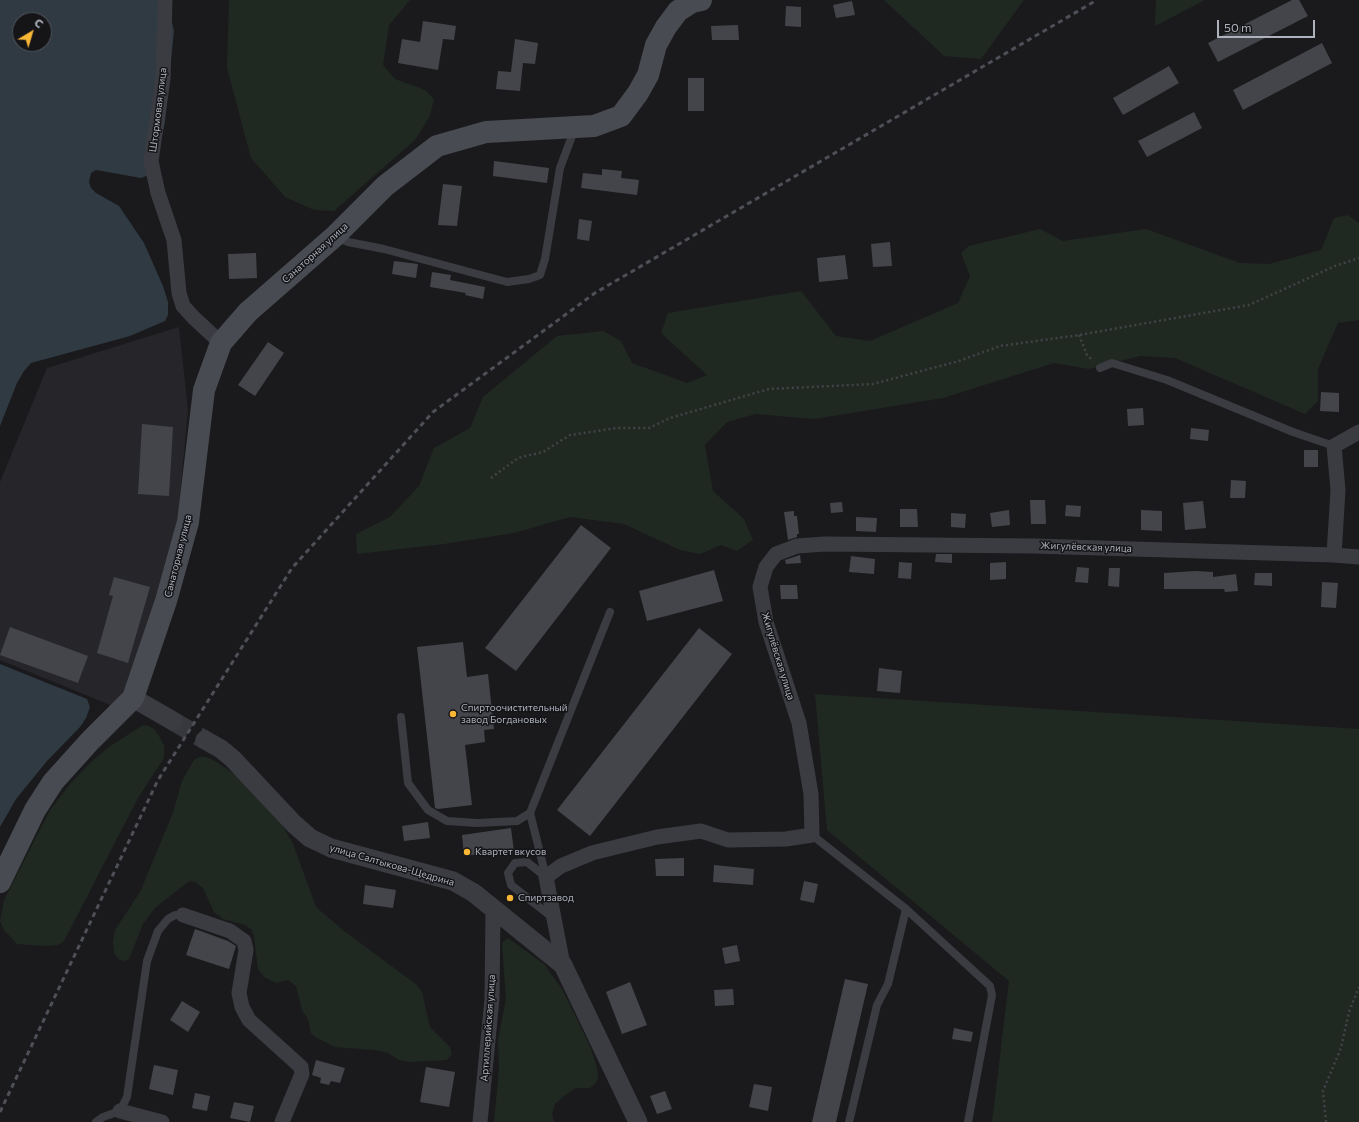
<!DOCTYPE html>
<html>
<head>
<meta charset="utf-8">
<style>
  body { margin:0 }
  #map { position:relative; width:1359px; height:1122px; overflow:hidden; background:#1a1a1d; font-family:Commissioner,sans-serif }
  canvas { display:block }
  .north { position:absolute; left:12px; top:12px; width:40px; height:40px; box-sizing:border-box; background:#151518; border:1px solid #52545a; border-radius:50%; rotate:38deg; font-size:11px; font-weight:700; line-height:16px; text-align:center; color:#adb2bd }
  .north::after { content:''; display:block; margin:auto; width:14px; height:18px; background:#fab736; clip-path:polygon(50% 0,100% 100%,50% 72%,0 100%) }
  .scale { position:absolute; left:1217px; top:20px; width:98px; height:18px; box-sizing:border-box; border:2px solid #adb2bd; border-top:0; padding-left:5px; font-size:12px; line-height:14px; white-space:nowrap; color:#adb2bd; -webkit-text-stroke:3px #151518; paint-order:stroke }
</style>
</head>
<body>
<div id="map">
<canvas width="1359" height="1122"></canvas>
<div class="north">С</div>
<div class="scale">50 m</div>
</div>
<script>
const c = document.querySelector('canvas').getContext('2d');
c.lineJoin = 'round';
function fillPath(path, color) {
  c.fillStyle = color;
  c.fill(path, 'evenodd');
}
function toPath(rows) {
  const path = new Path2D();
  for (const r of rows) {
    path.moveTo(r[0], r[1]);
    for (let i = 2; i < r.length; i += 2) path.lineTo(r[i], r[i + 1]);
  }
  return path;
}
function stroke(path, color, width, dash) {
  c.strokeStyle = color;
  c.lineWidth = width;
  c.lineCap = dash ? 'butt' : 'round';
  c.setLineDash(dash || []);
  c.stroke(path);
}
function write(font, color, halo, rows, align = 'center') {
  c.font = font + ' Commissioner,sans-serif';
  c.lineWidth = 3;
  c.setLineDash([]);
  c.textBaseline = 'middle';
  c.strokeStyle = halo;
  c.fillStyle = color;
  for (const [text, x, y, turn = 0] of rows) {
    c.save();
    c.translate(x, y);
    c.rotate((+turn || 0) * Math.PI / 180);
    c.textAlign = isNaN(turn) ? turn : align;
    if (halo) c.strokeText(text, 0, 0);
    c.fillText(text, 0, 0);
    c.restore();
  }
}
const built = toPath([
  [179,327,188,410,175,549,120,709,0,660,0,482,47,368]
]);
const green = toPath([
  [229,0,410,0,389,25,383,65,395,79,425,90,434,99,430,116,415,140,334,211,314,210,285,197,251,158,227,68],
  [884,0,1024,0,981,59,944,56],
  [1156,0,1205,0,1155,26],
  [1348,215,1359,223,1359,320,1338,323,1318,369,1318,401,1305,414,1175,358,1140,356,1089,369,1054,363,943,398,814,419,756,414,727,422,705,445,713,491,744,519,753,540,737,551,721,545,700,554,680,550,624,524,570,517,514,533,444,544,357,554,356,534,390,517,419,486,434,448,470,428,483,397,557,336,603,331,621,341,632,363,687,383,707,375,661,333,668,313,801,291,836,336,870,341,958,303,970,276,961,253,969,246,1040,229,1063,241,1146,229,1240,263,1269,264,1321,250,1334,218],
  [815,694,1359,729,1359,1122,992,1122,1009,981,827,830],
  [143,725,149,726,155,730,160,738,164,745,164,758,138,798,64,941,58,945,47,946,17,944,4,930,0,921,4,900,50,810,70,784,91,762,109,747],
  [199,757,206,757,215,761,243,780,277,816,293,844,316,907,344,931,417,985,422,992,430,1027,450,1047,452,1054,447,1060,411,1062,399,1060,388,1053,374,1050,335,1047,315,1037,311,1033,308,1019,302,1010,296,986,288,980,276,983,264,977,258,969,254,936,251,929,245,925,223,919,214,912,203,888,195,882,190,881,184,885,155,908,143,924,129,959,124,961,118,959,114,953,113,942,115,930,140,892,173,813,182,781,194,760],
  [508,938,544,964,562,989,590,1046,597,1068,598,1079,595,1084,590,1088,576,1088,565,1095,555,1104,552,1114,554,1122,494,1122,499,1069,498,1039,506,999,502,943]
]);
const water = toPath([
  [0,0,167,0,174,31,165,122,156,161,149,175,141,178,96,170,91,173,89,182,91,188,96,193,119,206,144,243,163,286,168,302,168,315,165,321,130,336,31,363,24,371,17,383,0,426],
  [20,20,44,20,44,44,20,44],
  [0,664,87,699,90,707,86,718,80,727,47,761,16,799,0,827]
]);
const building = toPath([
  [1292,0,1299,0,1308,16,1218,62,1208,43],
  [852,1,855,15,836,18,833,5],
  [786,6,801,7,801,27,785,26],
  [423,21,456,26,454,40,443,39,438,70,398,63,402,39,420,42],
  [738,25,739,40,712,40,711,26],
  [515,39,538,43,535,64,523,63,520,91,496,89,498,71,511,72],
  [1322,43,1332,63,1243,110,1233,90],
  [1169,66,1179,83,1123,115,1113,98],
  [688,78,704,78,704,111,688,111],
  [1194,112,1202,128,1147,157,1138,141],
  [494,161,549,168,547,183,493,176],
  [602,169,622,171,621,178,639,180,637,195,581,188,583,173,602,175],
  [443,184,462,186,457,226,438,225],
  [579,219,592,221,589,241,577,239],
  [890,242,892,266,873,267,871,244],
  [256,253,257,278,229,279,228,254],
  [845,255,848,279,819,282,817,258],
  [394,261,418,264,416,278,392,274],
  [432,272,451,275,450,280,485,287,483,299,465,295,466,293,430,287],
  [268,342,284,353,255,396,238,385],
  [1321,392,1339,393,1339,412,1320,411],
  [1143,408,1144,425,1128,426,1127,409],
  [142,424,173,427,169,496,138,494],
  [1191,428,1209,430,1208,441,1190,439],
  [1304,450,1318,450,1318,467,1304,467],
  [1231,480,1246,481,1245,498,1230,498],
  [1030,500,1045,500,1046,524,1031,524],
  [1203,501,1206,528,1185,530,1183,503],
  [842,502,843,512,831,513,830,503],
  [1066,505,1081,506,1080,517,1065,516],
  [900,509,917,509,918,527,900,527],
  [1009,510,1010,525,992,527,990,513],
  [1141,510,1162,511,1162,531,1141,530],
  [794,511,794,516,797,516,799,534,797,534,797,537,788,540,784,512],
  [951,513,966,514,965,528,951,527],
  [856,517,877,518,876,532,856,531],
  [581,525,611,548,516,671,485,648],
  [936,554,952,554,952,563,935,562],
  [800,555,801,563,786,564,785,560],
  [851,556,875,559,874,574,849,572],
  [899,562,912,563,911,579,898,578],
  [1006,562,1006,579,990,580,990,563],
  [1077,567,1089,568,1088,583,1075,582],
  [1109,568,1120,568,1119,587,1108,586],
  [714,570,723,601,647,621,639,591],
  [1195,571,1213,572,1213,577,1236,574,1238,591,1225,592,1224,589,1164,589,1164,573],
  [1255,573,1272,573,1272,586,1254,585],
  [114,577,150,587,128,663,97,653,113,596,109,595],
  [1322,582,1338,583,1336,608,1321,607],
  [780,585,797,585,798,599,781,599],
  [10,627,88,656,78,683,0,655],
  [699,628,732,654,590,836,557,810],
  [463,642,467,677,488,674,494,729,484,730,485,742,465,745,472,805,438,809,435,808,417,647],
  [879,668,902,671,900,693,877,691],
  [428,822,430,838,404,841,402,826],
  [511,828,514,852,497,855,496,852,464,856,462,835],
  [684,858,684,876,656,876,655,859],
  [714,865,754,869,753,885,713,882],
  [804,881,818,884,814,903,800,900],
  [365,885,396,890,393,908,363,904],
  [195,929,228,941,236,946,229,969,186,955],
  [737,945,740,961,725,964,722,948],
  [845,979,868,984,836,1122,812,1122],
  [630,982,647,1025,622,1034,606,992],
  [733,989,734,1005,715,1006,714,990],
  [182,1001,200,1012,188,1032,170,1020],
  [954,1028,973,1032,971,1042,952,1039],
  [316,1060,345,1068,340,1083,331,1081,329,1085,320,1083,321,1078,312,1075],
  [154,1065,178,1070,173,1095,149,1089],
  [426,1067,455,1072,449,1107,420,1102],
  [754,1084,772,1087,768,1111,749,1107],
  [665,1091,672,1109,657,1114,650,1096],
  [195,1093,210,1096,207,1111,192,1108],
  [234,1102,254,1106,250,1122,230,1118]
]);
const tertiaryTunnel = toPath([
  [173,721,205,740]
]);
const path = toPath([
  [1079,335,1087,355,1093,361],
  [491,478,518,458,543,452,570,435,617,428,649,428,670,418,769,389,873,384,959,361,1000,346,1079,335,1249,305,1335,266,1359,258],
  [1326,1122,1323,1091,1341,1048,1349,1012,1359,987]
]);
const service = toPath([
  [336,237,348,242,384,249,507,282,529,279,540,275,545,259,560,168,575,128],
  [1100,368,1112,363,1167,380,1293,432,1334,446],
  [401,717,408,783,428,810,447,821,477,823,517,821,530,813,610,612],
  [530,813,546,877],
  [812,835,906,909,990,986,992,995,968,1122],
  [546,877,527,862,515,863,508,873,511,885,552,917],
  [96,1122,103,1117,120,1111,127,1097,147,961,158,931,168,919,175,915,183,915],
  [849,1122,877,1005,888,984,906,909]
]);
const minor = toPath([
  [165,0,163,79,151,161,158,193,174,240,179,293,183,306,194,318,221,343],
  [1334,555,1338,490,1334,446,1359,432],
  [183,915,230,931,244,941,246,950,239,993,242,1007,249,1020,301,1067,302,1074,282,1122],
  [563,965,546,877,561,866,592,853,657,837,701,831,728,840,786,839,812,835,811,794,799,723,766,622,760,587,766,567,776,554,797,546,825,544,1034,546,1334,555,1359,557],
  [120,1111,162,1122],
  [480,1122,492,999,493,910]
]);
const tertiary = toPath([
  [133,698,173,721],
  [205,740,221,749,233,759,294,824,310,838,331,848,453,881,474,893,563,965,638,1122]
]);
const secondary = toPath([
  [0,882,35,810,53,782,90,741,133,698,166,601,188,522,204,390,221,343,248,312,335,236,385,186,437,146,486,132,594,126,621,116,638,93,648,75,656,45,666,27,678,11,692,2,701,0]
]);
const rail = toPath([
  [0,1112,158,780,292,568,433,412,595,293,1097,0]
]);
const markers = [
  [453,714,4,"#fab736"],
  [467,852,4,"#fab736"],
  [510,898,4,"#fab736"]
];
const streetNames = [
  ["Штормовая улица",158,110,-83],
  ["Санаторная улица",315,253,-42],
  ["Жигулёвская улица",1086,547,2],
  ["Санаторная улица",178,556,-76],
  ["Жигулёвская улица",778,656,73],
  ["улица Салтыкова-Щедрина",392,865,16],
  ["Артиллерийская улица",488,1028,-86]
];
const poiNames = [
  ["Спиртоочистительный",461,708],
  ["завод Богдановых",461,720],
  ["Квартет вкусов",475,852],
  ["Спиртзавод",518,898]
];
fillPath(built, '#26262a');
fillPath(green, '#202921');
fillPath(water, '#2f3a42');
fillPath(building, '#44454a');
stroke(tertiaryTunnel, '#37383d', 19, [19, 10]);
stroke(path, '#414349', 2.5, [2, 3]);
stroke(service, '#3b3c42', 8);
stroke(minor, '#3b3c42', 15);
stroke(tertiary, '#3b3c42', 19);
stroke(secondary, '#494b52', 22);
stroke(rail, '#4e5057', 3, [5, 4]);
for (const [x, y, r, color] of markers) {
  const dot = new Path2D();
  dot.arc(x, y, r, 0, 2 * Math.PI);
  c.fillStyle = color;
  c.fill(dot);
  stroke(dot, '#151518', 1.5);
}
write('10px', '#adb2bd', '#151518', streetNames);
write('10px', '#adb2bd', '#151518', poiNames, 'left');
</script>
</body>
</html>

* TASK REQUIREMENTS:
Check each line of these records for the string "center" and state only how many lines have it.

* RESPONSE TO THE EXERCISE:
2